There was also Canadian surveys that show about 50% of pregnant individuals reported psychological distress in the spring of 2020.
In the population-based, repeated cross-sectional study, the investigators used linked health administrative databases in Ontario to compare visit rates to expected visit rates for each month of the pandemic period.
The investigators used negative binomial regression models for expected visit rates per 1000 postpartum individuals between March-November 2020 based on prepandemic data between January 2016 and February 2020.
The researchers sought primary outcomes of a visit to a primary care physician or a psychiatrist for any mental disorder and stratified the analyses by maternal sociodemographic characteristics.
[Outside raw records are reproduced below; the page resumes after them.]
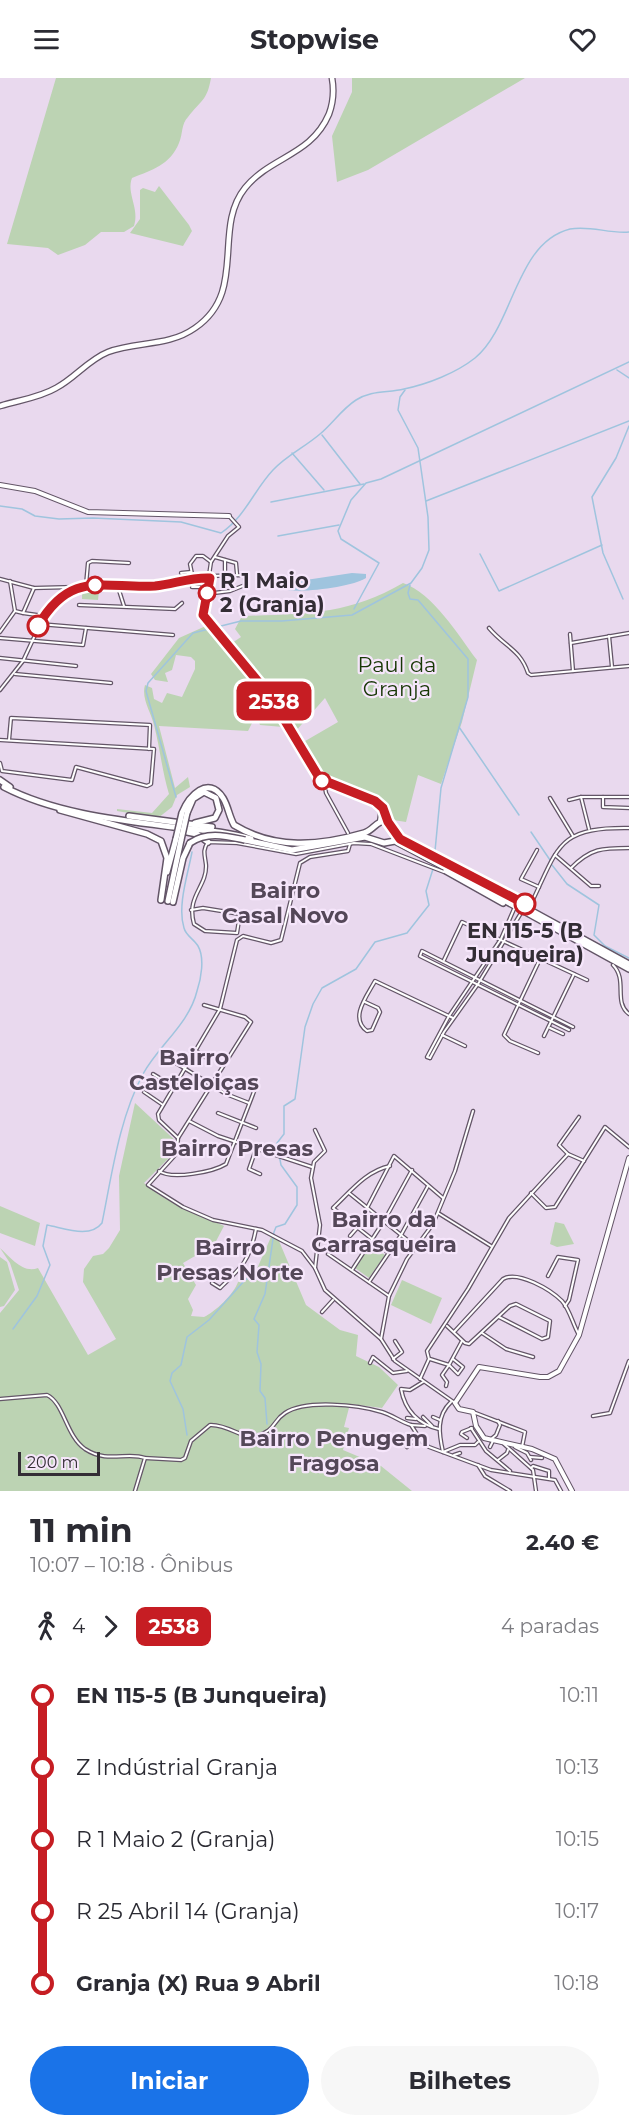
<!DOCTYPE html>
<html lang="pt">
<meta charset="utf-8">
<style>
:root{--surface:#fff;--page:#f7f7f7;--text:#2b2b33;--muted:#7c7c81;--accent:#1a73e8}
body{margin:0;font-family:Montserrat,sans-serif;background:var(--page);color:var(--text);height:100vh;display:flex;flex-direction:column;font-size:22px;white-space:nowrap}
*{box-sizing:border-box;margin:0}
p{font-size:20px;color:var(--muted)}
.icon{flex:none;width:33px;height:33px;fill:none;stroke:currentColor;stroke-width:2;stroke-linecap:round;stroke-linejoin:round}
.map{position:relative;height:1413px;overflow:hidden}
.panel{display:flex;flex-direction:column;background:var(--surface);flex:1}
.panel>*{flex:none}
.badge{padding:0 12px;border-radius:9px;font-size:21px;line-height:39px}
.scale{position:absolute;left:18px;bottom:15px;width:82px;box-sizing:border-box;padding-left:6px;border:3px solid #332d35;border-top:0;font-size:16px;line-height:21px;white-space:nowrap;color:#332d35;-webkit-text-stroke:4px #f6e6fb;paint-order:stroke}
.map>.badge{position:absolute;translate:-50% -50%;box-shadow:0 0 0 3px #fff}
.legs{display:flex;align-items:center;gap:9px;height:66px;padding:0 30px;font-size:20px}
.legs p{margin-inline-start:auto}
.overview{display:flex;align-items:center;justify-content:space-between;height:102px;padding:0 30px}
h1{font-size:33px;font-weight:700;line-height:45px}
.action{display:flex;gap:12px;margin-top:auto;padding:12px 30px}
.action a{flex:1;height:69px;border-radius:36px;background:var(--accent);color:#fff;font-size:24px;font-weight:700;line-height:69px;text-align:center}
.action a+a{background:var(--page);color:var(--text)}
ul{padding:0 30px;list-style:none}
li{display:flex;align-items:center;gap:21px;height:72px;font-size:22px}
li i{display:grid;place-items:center;width:9px;height:100%;margin:0 8px;background:currentColor}
li i::after{content:'';width:15px;height:15px;margin:-8px;border:4px solid;border-radius:50%;background:var(--surface)}
li p{margin-inline-start:auto}
li:first-child i{background:linear-gradient(#0000 50%,currentColor 0)}
li:last-child i{background:linear-gradient(currentColor 50%,#0000 0)}
header{display:flex;justify-content:space-between;align-items:center;height:78px;padding:0 30px;background:var(--surface);font-size:27px;font-weight:700}
.map>svg:first-child{display:block}
</style>
<header><svg class="icon" aria-label="menu" viewBox="0 0 24 24"><path d="M4 6h16M4 12h16M4 18h16"/></svg>Stopwise<svg class="icon" aria-label="heart" viewBox="0 0 24 24"><path d="M12 20l-8-8c-3-5 5-10 8-4 3-6 11-1 8 4z"/></svg></header>
<div class="map">
<svg width="629" height="1413" viewBox="0 0 629 1413">
<rect width="100%" height="100%" fill="#e9d9ee"/>
<!-- green -->
<g fill="#bcd3b3">
<path d="M56,0h155c-4,23 -10,22 -23,39 -7,7 -5,17 -9,26 -9,22 -27,27 -47,35 -6,15 8,31 2,48l-10,6h-23l-16,13 -27,10 -10,-7 -41,-4z"/>
<path d="M352,0h173l-157,92 -31,12 -5,-46 20,-44z"/>
<path d="M159,108l30,39 3,6 -9,15 -53,-13 10,-14v-29l3,-2 12,4z"/>
<path d="M403,505c30,10 55,52 74,77l-15,62 -21,62 -23,-9 -12,47 -13,-2 -5,-4 -12,-20 -55,-21 -21,-31 38,-22 -13,-24 -31,35 -18,-33 -47,-55 12,-8 -6,-8 7,-13c62,-2 106,-1 161,-33z"/>
<path d="M82,512l17,1 -1,9 -16,-1z"/>
<path d="M208,547l61,72 16,27 -2,3 -23,-2 -2,-5 -4,-1 -6,12 -89,-5 16,62 13,-11 2,10 -13,8 -5,12 -14,11 -41,-7v-2l35,4 17,-19c-7,-23 -9,-46 -15,-69 -3,-13 -13,-27 -9,-40l7,3 2,11 8,4 5,-10 15,4 13,-28v-8l-4,-4 -15,-2 -4,15 -7,3 3,9 -13,-2 -4,-6 28,-36z"/>
<path d="M135,1025l43,40 -4,10 -30,30 14,11 66,32 -10,19 -31,18 13,22 -8,14 5,11 -2,6 13,1c11,-5 30,-23 34,-35l18,-11 15,-34 8,4 27,64 34,25 18,5 -2,21 23,11 19,18 -16,23 -32,-4 -6,23 5,1 -6,22 38,16 31,25h-412v-178l19,-23 -9,-27 -10,-15c10,9 23,26 38,20l50,87 28,-16 -33,-57 1,-13 9,-13 10,-2 6,-6 11,-18 -1,-54z"/>
<path d="M0,1128l40,17 -5,23 -35,-13z"/>
<path d="M555,1144l9,2 10,20 -17,3 -7,-3z"/>
<path d="M370,1167l15,10 -16,23 -14,-10z"/>
<path d="M0,1179l7,5 8,28 -11,16 -4,1z"/>
<path d="M402,1202l40,18 -11,26 -40,-19z"/>
</g>
<!-- water -->
<path fill="#9fc4de" d="M352,495l14,1v4c-14,9 -67,16 -83,11l3,-6z"/>
<g fill="none" stroke-linecap="round" stroke-linejoin="round">
<!-- stream -->
<g stroke="#9fc4de" stroke-width="1.5">
<path d="M617,292l12,8"/>
<path d="M322,357l38,49"/>
<path d="M292,375l32,37"/>
<path d="M426,423l203,-80"/>
<path d="M271,424l93,-18"/>
<path d="M0,428l22,3 13,7 24,3 34,-1 88,4 40,11c24,-16 33,-43 52,-63 14,-15 32,-23 47,-36 13,-11 22,-25 36,-34 15,-10 32,-7 48,-11 24,-5 52,-16 71,-31 39,-32 40,-115 95,-129 20,-4 39,5 59,3"/>
<path d="M278,458l61,-11"/>
<path d="M480,476l19,37 103,-46"/>
<path d="M410,507l-2,8 2,6 8,1 50,59v38l-27,91 -6,63"/>
<path d="M623,521l-20,-46 -11,-56 24,-39 13,-32"/>
<path d="M354,531l25,-46 -38,-24 -3,-8 13,-31 15,-17 15,-4 248,-117"/>
<path d="M459,649l60,88"/>
<path d="M176,719l-30,-106 2,-8 45,-50 48,-12h41l70,-6 59,-32 11,-15 7,-18 -1,-33 -10,-69 -20,-38 2,-13 5,-7"/>
<path d="M531,754l19,28"/>
<path d="M552,787l15,19 32,21 -5,30 11,11 24,12"/>
<path d="M13,1251l24,-33 13,-31 -7,-19 4,-21c17,3 43,14 55,-2 10,-49 17,-104 41,-149 16,-29 46,-50 54,-83 4,-12 8,-33 1,-45 -4,-7 -12,-10 -14,-18 -7,-22 4,-54 8,-76"/>
<path d="M267,1346l-2,-26 -5,-7 1,-27 -4,-12 2,-27 -5,-6 11,-25 9,-62 2,-5 9,-3 12,-19v-18l-16,-22 -4,-22 7,-9v-28l11,-7 10,-72 8,-23 9,-16 34,-19 19,-27 32,-9 22,-28 -3,-14 7,-22"/>
<path d="M187,1357l-4,-26 -13,-28 2,-8 9,-8 6,-28 22,-17 36,-40 21,-12"/>
</g>
<defs>
<g id="street">
<path d="M215,479l21,6 1,11"/>
<path d="M225,482v15"/>
<path d="M211,484l-8,53 67,81 49,83 49,18 15,12 4,10"/>
<path d="M211,484l17,-26 11,-9 -10,-11"/>
<path d="M181,495l10,-1"/>
<path d="M0,501l34,9 40,-1"/>
<path d="M193,501l-3,-15 6,-8h7l8,6"/>
<path d="M10,503l5,30 8,2 11,-25"/>
<path d="M117,506l7,22"/>
<path d="M86,507l2,-22 4,-2 37,2"/>
<path d="M192,509h16"/>
<path d="M206,516l24,-3 15,-6v-10l-35,1"/>
<path d="M79,527l96,4 7,-6"/>
<path d="M23,535l21,3"/>
<path d="M39,546l134,11"/>
<path d="M489,550c16,19 31,21 39,45l3,2 98,-9"/>
<path d="M0,554l15,-21"/>
<path d="M570,556l3,37"/>
<path d="M609,558l3,31"/>
<path d="M0,560l83,7 3,-17"/>
<path d="M571,565l58,-10"/>
<path d="M0,580l76,8"/>
<path d="M15,596l96,9"/>
<path d="M0,612l23,-29 21,-45 32,-29 41,-3 36,2 56,-8"/>
<path d="M0,662l154,9 -3,35 -4,2 -71,-19 -4,13 -70,-9 -2,-8"/>
<path d="M9,662l2,-22 139,7 -1,24"/>
<path d="M324,704l2,11 22,40"/>
<path d="M581,719l8,32"/>
<path d="M603,719v10l26,1"/>
<path d="M550,720l23,38"/>
<path d="M569,722l12,-3h48"/>
<path d="M379,743l2,-15"/>
<path d="M537,772l-16,29 18,8"/>
<path d="M555,777l36,31h8"/>
<path d="M571,790c20,-20 31,-20 58,-20"/>
<path d="M530,828c29,-59 26,-79 99,-78"/>
<path d="M191,832l12,-2 37,6 -3,19 -32,-2 -11,-7c-8,-28 13,-37 12,-59 -1,-10 -4,-14 2,-23l29,1 59,11 58,-11 17,1 73,28"/>
<path d="M444,882l18,-38 125,58"/>
<path d="M613,887c15,15 0,37 16,49"/>
<path d="M365,924l13,6 2,4 -8,18 -5,1c-18,-13 0,-35 8,-50l78,37"/>
<path d="M204,927l41,12 6,5 -73,116 -1,15 -29,32 35,22 30,13 49,10 40,21 13,17 10,22 56,49 14,22 60,42"/>
<path d="M550,950l13,6"/>
<path d="M569,952l-149,-74 2,-5 151,76"/>
<path d="M442,957l23,11"/>
<path d="M544,958l30,-62"/>
<path d="M196,973l11,7"/>
<path d="M538,975l-28,-12 -6,-6 36,-76"/>
<path d="M430,980l-3,-1 22,-41 52,-77 13,-30"/>
<path d="M430,980l14,-26 34,-48 43,-71"/>
<path d="M171,982l55,34 23,9"/>
<path d="M153,996l21,13"/>
<path d="M144,1014l19,13"/>
<path d="M218,1035l38,15"/>
<path d="M189,1043l29,15 94,31"/>
<path d="M178,1060l-19,-18 -1,-6 62,-105 17,-69 6,-4 28,7 10,-3 19,-77 10,-6 38,-6 2,-7"/>
<path d="M256,1071l-7,20 11,5"/>
<path d="M568,1076l-9,-9 20,-28"/>
<path d="M159,1093c13,9 54,1 67,-7l29,-75 -1,-3 -12,-4"/>
<path d="M349,1115l67,54"/>
<path d="M531,1115l15,15 9,-1 50,-80 24,20"/>
<path d="M367,1130l27,-52 49,42"/>
<path d="M438,1135l53,33"/>
<path d="M350,1158l7,-8"/>
<path d="M372,1161l-39,-31c18,-17 33,-37 57,-42"/>
<path d="M371,1163l18,12"/>
<path d="M328,1176l61,42"/>
<path d="M315,1190l5,-43 -9,-47 3,-16 11,-11 -10,-21"/>
<path d="M352,1192l32,-49 28,-51"/>
<path d="M548,1198l10,-19 20,3 -9,40 -4,6"/>
<path d="M369,1204l32,-47 27,-49"/>
<path d="M212,1205l8,5c22,-21 30,-28 36,-59"/>
<path d="M322,1234l11,-12"/>
<path d="M447,1248l18,17 4,1 41,-38 6,-2 34,17 -2,16 -6,2 -43,-22"/>
<path d="M454,1254l49,-53c15,-9 48,11 59,22 8,9 11,24 17,34"/>
<path d="M482,1255l24,16 27,8"/>
<path d="M381,1261l8,-43 18,-37 26,-35 22,-53 18,-60"/>
<path d="M393,1281l9,-7 -7,-11"/>
<path d="M430,1281l19,6 13,-24"/>
<path d="M370,1285l3,-6 20,16 14,-2"/>
<path d="M420,1301l9,-20 -2,-8 41,-62 41,-71 59,-64 16,7"/>
<path d="M423,1304l-13,8 -9,-1c4,21 17,35 38,40"/>
<path d="M446,1308l1,-4 -5,-7 7,-10 9,9 5,-7 -10,-8"/>
<path d="M0,1321l47,-4c17,8 19,41 38,54 23,15 42,2 60,9l-10,33"/>
<path d="M473,1334l52,20 -3,15"/>
<path d="M593,1338l17,-3 19,-52"/>
<path d="M423,1339l9,9"/>
<path d="M433,1339l7,3"/>
<path d="M407,1340l9,1"/>
<path d="M425,1348l-14,-1 11,17 7,5 62,23 64,10 6,11"/>
<path d="M471,1350l15,23 24,20"/>
<path d="M467,1360l-6,-4 1,-2 10,-4"/>
<path d="M490,1362l6,-5 4,-10 -2,-4"/>
<path d="M504,1366l29,26 3,21"/>
<path d="M407,1369l12,-11"/>
<path d="M490,1369l3,-6"/>
<path d="M515,1369l12,6 4,7"/>
<path d="M443,1374c-4,-18 -7,-36 8,-50"/>
<path d="M443,1374l17,-7h15l3,-3"/>
<path d="M454,1377l6,-2"/>
<path d="M530,1379l12,1"/>
<path d="M145,1380l36,2 4,-2 6,-17 19,-16c17,-1 34,14 43,12 25,-7 18,-15 32,-24 21,-14 73,-8 97,-1 10,3 19,10 29,13"/>
<path d="M498,1382l9,-7 1,-3"/>
<path d="M478,1387l7,11 25,15"/>
<path d="M531,1390l2,-2 16,5v7"/>
</g>
<g id="secondary">
<path d="M0,407l35,6 53,21 141,4"/>
<path d="M572,1413l-17,-32 -23,-10 -48,-11 -8,-12 -3,-14 -14,-3 -4,-6 24,-36 61,10h8l11,-6 20,-36 50,-177"/>
</g>
<path id="primary" d="M0,328c19,-6 39,-8 56,-18 19,-10 32,-28 52,-36 29,-11 60,-5 87,-24 53,-36 17,-99 50,-140 26,-32 66,-32 84,-74 4,-11 5,-25 3,-36"/>
<g id="highway">
<path d="M0,702l10,7"/>
<path d="M4,709c50,26 113,33 169,40 27,3 52,4 78,12"/>
<path d="M60,732l87,24 14,7 6,17 -6,42"/>
<path d="M182,735c7,-17 26,-38 41,-15 5,8 6,18 11,27 41,25 85,21 130,8 10,-3 12,-13 24,-12l12,18 229,125"/>
<path d="M187,735l6,-14 11,-7 12,6 3,12 -4,8 -20,5"/>
<path d="M129,738l83,11"/>
<path d="M187,754l10,2 11,8"/>
<path d="M245,762l47,10 73,-13 19,6 11,-2 57,30"/>
<path d="M446,793l57,32"/>
<path d="M167,794l9,-33"/>
<path d="M502,821l127,70"/>
<path d="M168,823l13,-61"/>
<path d="M173,824l10,-44 7,-15"/>
</g>
</defs>
<!-- street casing -->
<use href="#street" stroke="#635567" stroke-width="4.5"/>
<!-- secondary casing -->
<use href="#secondary" stroke="#635567" stroke-width="6"/>
<!-- primary casing -->
<use href="#primary" stroke="#635567" stroke-width="7"/>
<!-- highway casing -->
<use href="#highway" stroke="#635567" stroke-width="8"/>
<!-- street -->
<use href="#street" stroke="#fff" stroke-width="2"/>
<!-- secondary -->
<use href="#secondary" stroke="#fff" stroke-width="4"/>
<!-- primary -->
<use href="#primary" stroke="#fff" stroke-width="4.5"/>
<!-- highway -->
<use href="#highway" stroke="#fff" stroke-width="5"/>
<defs>
<g id="highway-bridge">
<path d="M176,761l6,-26"/>
<path d="M181,762l6,-27"/>
<path d="M190,765c17,-12 36,-7 55,-3"/>
</g>
</defs>
<!-- highway-bridge casing -->
<use href="#highway-bridge" stroke="#635567" stroke-width="8" stroke-linecap="butt"/>
<!-- highway-bridge -->
<use href="#highway-bridge" stroke="#fff" stroke-width="5"/>
</g>
<g fill="none" stroke-linecap="round" stroke-linejoin="round">
<defs>
<path id="line-1" d="M38,548c33,-57 66,-37 117,-40 19,-2 36,-9 55,-8l-7,37 67,81 50,83 55,22 8,7 5,14 12,17 125,65"/>
</defs>
<!-- line-1 casing -->
<use href="#line-1" stroke="#fff" stroke-width="14"/>
<!-- line-1 -->
<use href="#line-1" stroke="#c61d23" stroke-width="9"/>
</g>
<!-- markers -->
<g fill="#fff" stroke="#c61d23" stroke-width="3">
<circle cx="95" cy="507" r="8"/>
<circle cx="207" cy="515" r="8"/>
<circle cx="38" cy="548" r="10"/>
<circle cx="322" cy="703" r="8"/>
<circle cx="525" cy="826" r="10"/>
</g>
<g text-anchor="middle" stroke-width="4.5" stroke-linejoin="round" paint-order="stroke">
<!-- stop labels -->
<g font-size="21" font-weight="bold" fill="#332d35" stroke="#f6e6fb" text-anchor="start">
<text x="220" y="510">R 1 Maio<tspan x="220" dy="24">2 (Granja)</tspan></text>
<text x="525" y="860" text-anchor="middle">EN 115-5 (B<tspan x="525" dy="24">Junqueira)</tspan></text>
</g>
<!-- park labels -->
<g font-size="21" fill="#173705" stroke="#f6e6fb">
<text x="397" y="594">Paul da<tspan x="397" dy="24">Granja</tspan></text>
</g>
<!-- neighbourhood labels -->
<g font-size="22" font-weight="bold" fill="#544758" stroke="#f6e6fb">
<text x="285" y="820">Bairro<tspan x="285" dy="25">Casal Novo</tspan></text>
<text x="194" y="987">Bairro<tspan x="194" dy="25">Casteloiças</tspan></text>
<text x="237" y="1078">Bairro Presas</text>
<text x="384" y="1149">Bairro da<tspan x="384" dy="25">Carrasqueira</tspan></text>
<text x="230" y="1177">Bairro<tspan x="230" dy="25">Presas Norte</tspan></text>
<text x="334" y="1368">Bairro Penugem<tspan x="334" dy="25">Fragosa</tspan></text>
</g>
</g>
</svg>
<div class="scale">200 m</div>
<b class="badge" style="left:274px;top:623px;background:#c61d23;color:#fff">2538</b>
</div>
<section class="panel">
<div class="overview"><div><h1>11 min</h1><p>10:07 – 10:18 · Ônibus</p></div><b>2.40 €</b></div>
<div class="legs"><svg class="icon" aria-label="walk" viewBox="0 0 24 24"><circle cx="13" cy="4" r="2"/><path d="M13 8l-2 6 4 7M11 14l-3 7M7 12l3-4h3l4 4"/></svg>4<svg class="icon" aria-label="forward" viewBox="0 0 24 24"><path d="M9 5l7 7-7 7"/></svg><b class="badge" style="background:#c61d23;color:#fff">2538</b><p>4 paradas</p></div>
<ul>
<li><i style="color:#c61d23"></i><b>EN 115-5 (B Junqueira)</b><p>10:11</p></li>
<li><i style="color:#c61d23"></i><span>Z Indústrial Granja</span><p>10:13</p></li>
<li><i style="color:#c61d23"></i><span>R 1 Maio 2 (Granja)</span><p>10:15</p></li>
<li><i style="color:#c61d23"></i><span>R 25 Abril 14 (Granja)</span><p>10:17</p></li>
<li><i style="color:#c61d23"></i><b>Granja (X) Rua 9 Abril</b><p>10:18</p></li>
</ul>
<div class="action"><a>Iniciar</a><a>Bilhetes</a></div>
</section>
The visit rate was 43.6 per 1000 individuals in March 2020, with a rate different of 3.11 per 1000 (95% CI, 1.25-4.89) and an incidence rate ratio (IRR) of 1.08 (95% CI, 1.03-1.13) compared to the expected rate.
For April, the rate difference was 10.9 per 1000 patients (95% CI, 9.14-12.6), while the IRR was 1.30 (95% CI, 1.24-1.36).
The higher levels were generally sustained throughout the duration of the pandemic study period.
In addition, the researchers observed elevated visit rates across provider types and for the diagnosis of anxiety, depressive and alcohol or substance disorders from April-November.
There was also a greater proportion of individuals 0-90 postpartum who increased expected visit rates compared to patients 91-365 days postpartum. However, the increases were small among individuals living in low-income neighborhoods and public health units in the northern areas of the providence did not see sustained elevations in visit rates after July, while southern health units had elevated rates through November.
“Increased visits for mental health conditions among postpartum people during the first 9 months of the COVID-19 pandemic suggest an increased need for effective and accessible mental health care for this population as the pandemic progresses,” the authors wrote. “Higher visit rates were seen in both primary and specialist care, most prominently for anxiety disorders, depressive disorders, and alcohol and substance use disorders, and early in the postpartum period.”
Postpartum mental illness can affect about 20% of mothers, resulting in maternal suffering and diminished functioning, which can result in poor social, cognitive, and behavioral outcomes in children across their lifespan.
The study, “Postpartum mental illness during the COVID-19 pandemic: a population-based, repeated cross-sectional study,” was published online in CMAJ.